CHAPTER 4 Class and Classicism

Opera Seria and Its Makers

CHAPTER 4 Class and Classicism
Richard Taruskin

Richard Taruskin


Returning now to Italy after a chapter spent in France and England, it is worth a reminder that (with the exception of Portugal) France and England were the only countries in seventeenth-century Europe whose borders then were pretty much what they are today. They were also, and not by coincidence, the only nations in Europe that were ethnically and linguistically more or less coextensive with their territory. The other European nations were either empires—multiethnic, polyglot dynastic states—or small hereditary or republican enclaves whose political boundaries had little to do with language or ethnicity. The much-weakened “Holy Roman” (Austrian) Empire, Charlemagne’s tattered legacy, was the main representative of “supra-ethnicity.” Its main rival, and avid foe, was the Ottoman (Turkish) Empire that in the fifteenth and sixteenth centuries expanded aggressively into southeastern Europe from Asia Minor and as late as 1683 threatened the walls of Vienna, the Austrian capital. The main areas of fragmented “subethnic” political division were Germany and Italy.

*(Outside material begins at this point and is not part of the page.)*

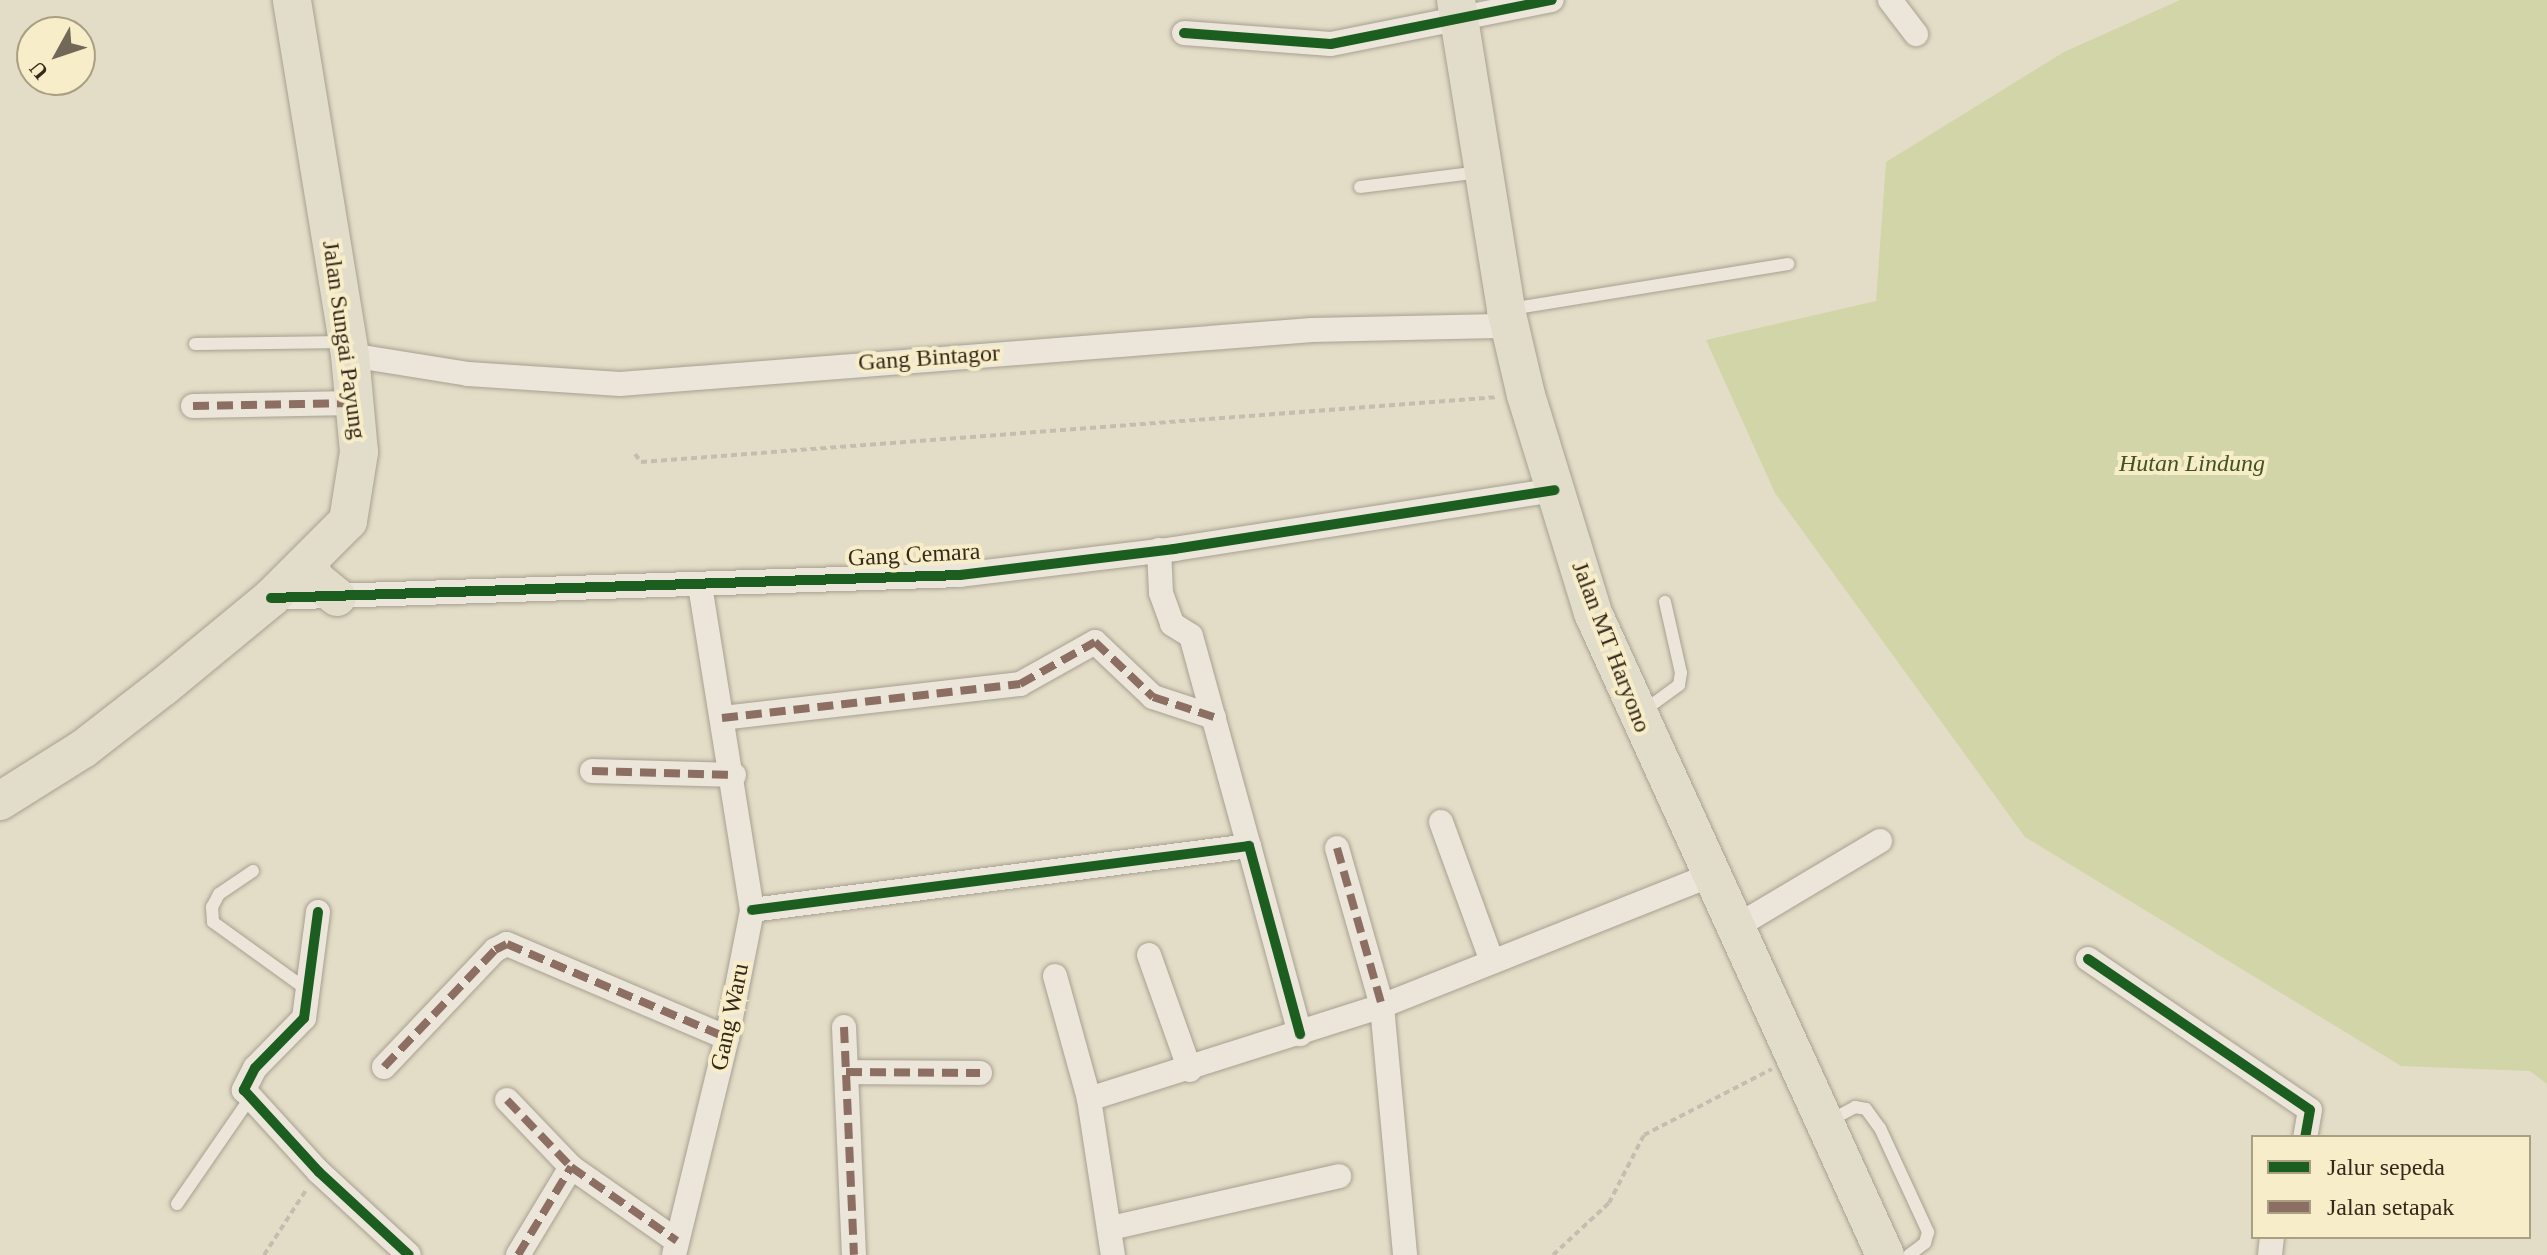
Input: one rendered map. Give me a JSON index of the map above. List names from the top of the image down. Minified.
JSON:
{"streets":{"main road":["Jalan Sungai Payung","Jalan MT Haryono"],"street":["Gang Bintagor","Gang Cemara","Gang Waru"]},"crossings":[["Jalan Sungai Payung","Gang Bintagor"],["Jalan Sungai Payung","Gang Cemara"],["Gang Bintagor","Jalan MT Haryono"],["Gang Cemara","Jalan MT Haryono"]],"parks":["Hutan Lindung"],"legend":["Jalur sepeda","Jalan setapak"],"north":"bottom left"}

Northern Italy was dominated by the republic of Venice, which in the mid-seventeenth century reached its height of power, controlling much of the eastern Adriatic coast (territory belonging now to Slovenia and Croatia) and extending its rule as far as Crete in the eastern Mediterranean. The other main north Italian city states were Florence and Genoa, both of which had expanded territorially far beyond their municipal borders, with Genoa controlling the Mediterranean island of Corsica. Extending like a stripe through the middle of the Italian peninsula was the Papal State (or Papal Estates), the temporal domain of the Roman Catholic church. The south of Italy was occupied by the Kingdoms of Naples and Sicily, both of which belonged to the Spanish crown in the seventeenth century and were ruled by provincial viceroys, one in the city of Naples, the other in Palermo, the Sicilian capital, each backed up by an army of occupation.

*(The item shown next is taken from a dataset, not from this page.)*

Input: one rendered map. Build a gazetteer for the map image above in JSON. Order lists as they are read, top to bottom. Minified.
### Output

This period of subjugation, which lasted from the beginning of the sixteenth century to the beginning of the eighteenth, was an economic disaster for southern Italy, the repercussions of which continue to this day. The city of Naples swelled with an influx of dispossessed peasants, making it by the end of the seventeenth century, with close to 200,000 inhabitants, perhaps the largest but also the most squalid metropolis in Europe. Historians of Neapolitan culture call the sixteenth and seventeenth centuries the city’s “iron age.”

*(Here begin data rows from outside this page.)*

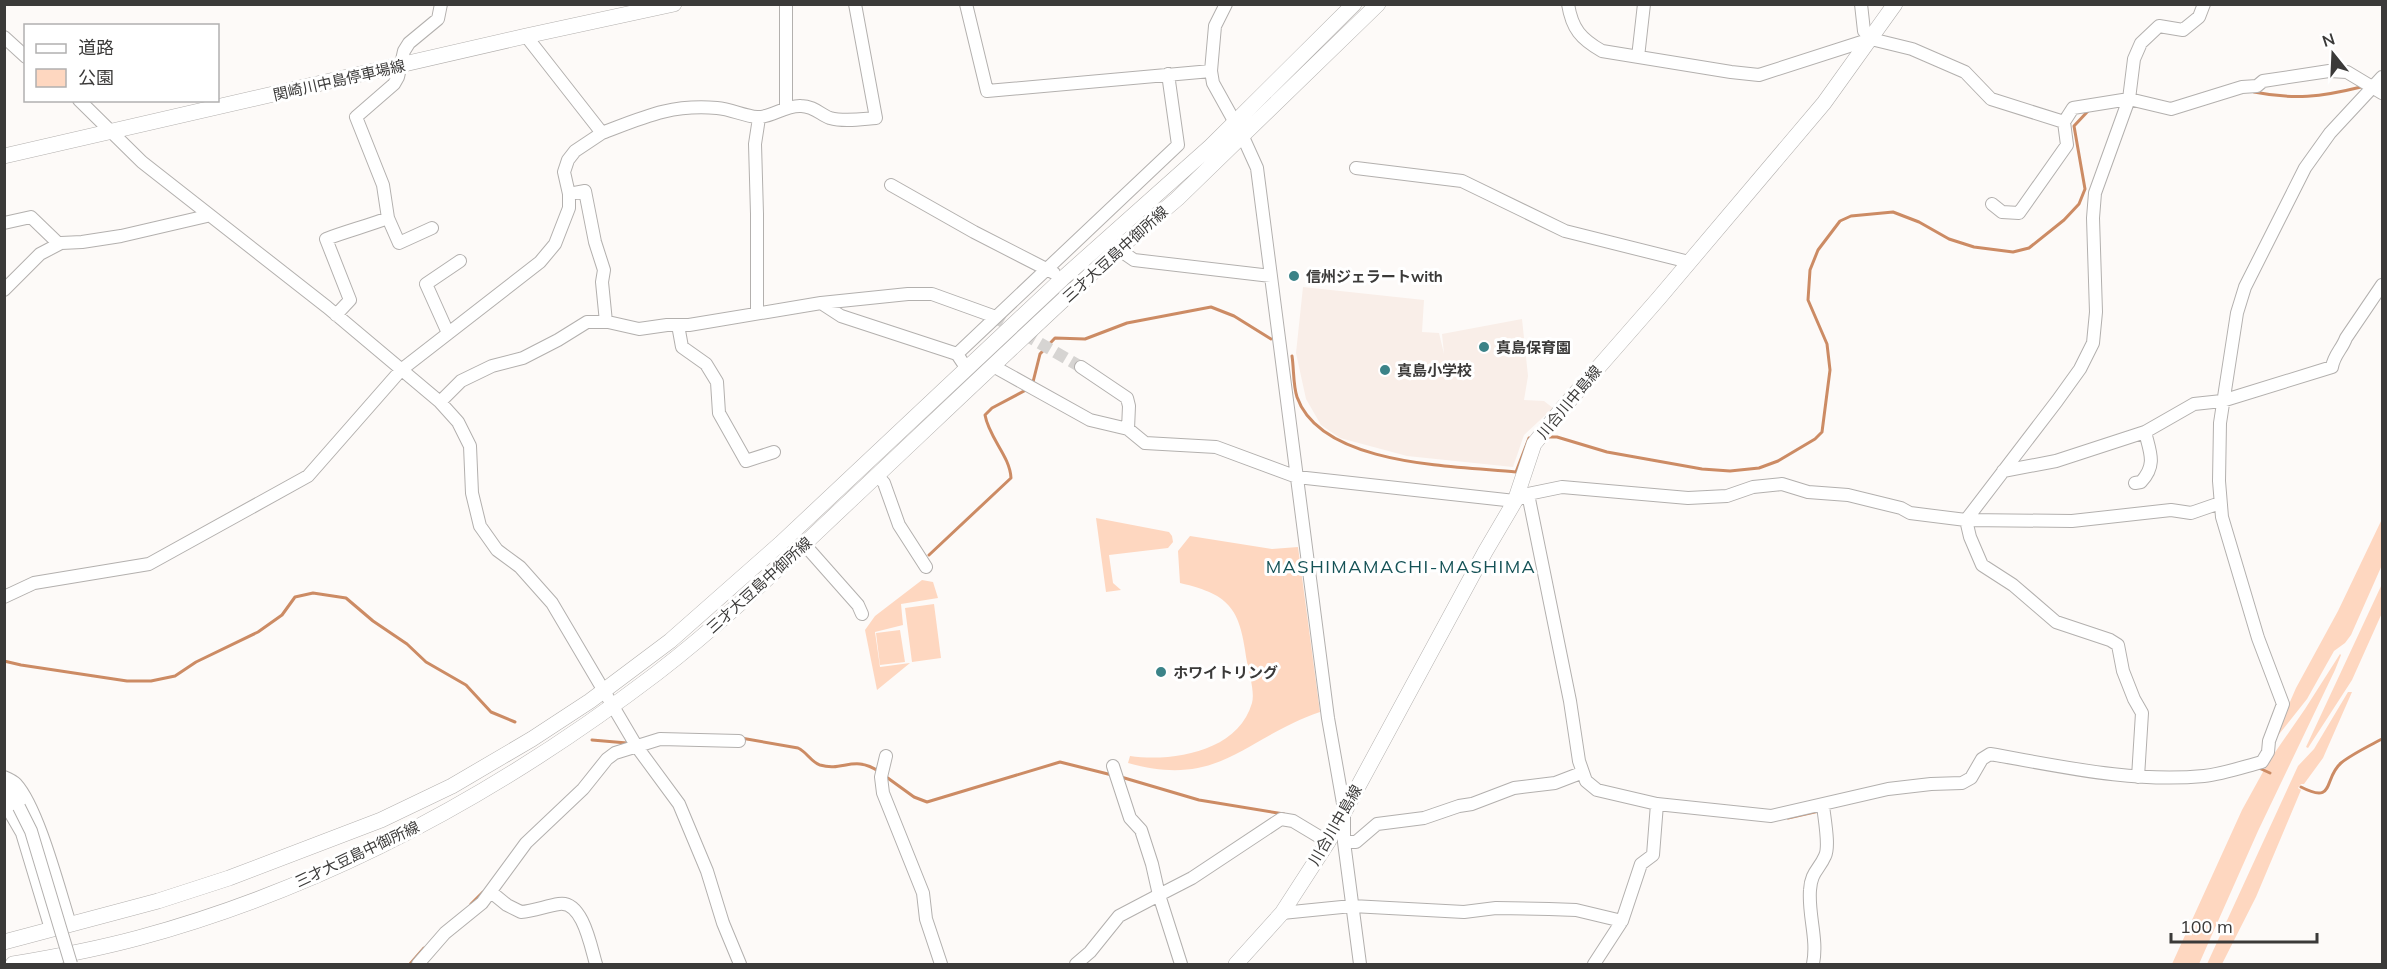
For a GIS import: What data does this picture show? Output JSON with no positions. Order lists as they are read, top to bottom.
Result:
{
  "streets": {
    "main road": ["関崎川中島停車場線", "三才大豆島中御所線", "川合川中島線"]
  },
  "districts": ["MASHIMAMACHI-MASHIMA"],
  "places": [
    "信州ジェラートwith",
    "真島保育園",
    "真島小学校",
    "ホワイトリング"
  ],
  "legend": ["道路", "公園"],
  "scale_bar": "100 m",
  "north": "top"
}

Chapter 4 Class and Classicism

fig. 4-1 Europe, ca. 1680.

Musically, however, and in seeming paradox, the same conditions created a golden age. In direct consequence of the urban poverty that viceroyal rule had engendered, a number of orphanages and foundling homes had to be set up in the city. These houses where homeless boys were harbored were called “conservatories” (conservatorio in the singular, meaning “place of safekeeping” in sixteenth-century Italian). They were self-maintaining organizations. Money spent in providing for the inmates was recouped by putting them to work. And one of the obvious ways in which you could employ an orphan was to make him a choirboy. So the training of choirboys became a major preoccupation of the Naples conservatories, training that was eventually expanded to include secular and instrumental music, as the need arose.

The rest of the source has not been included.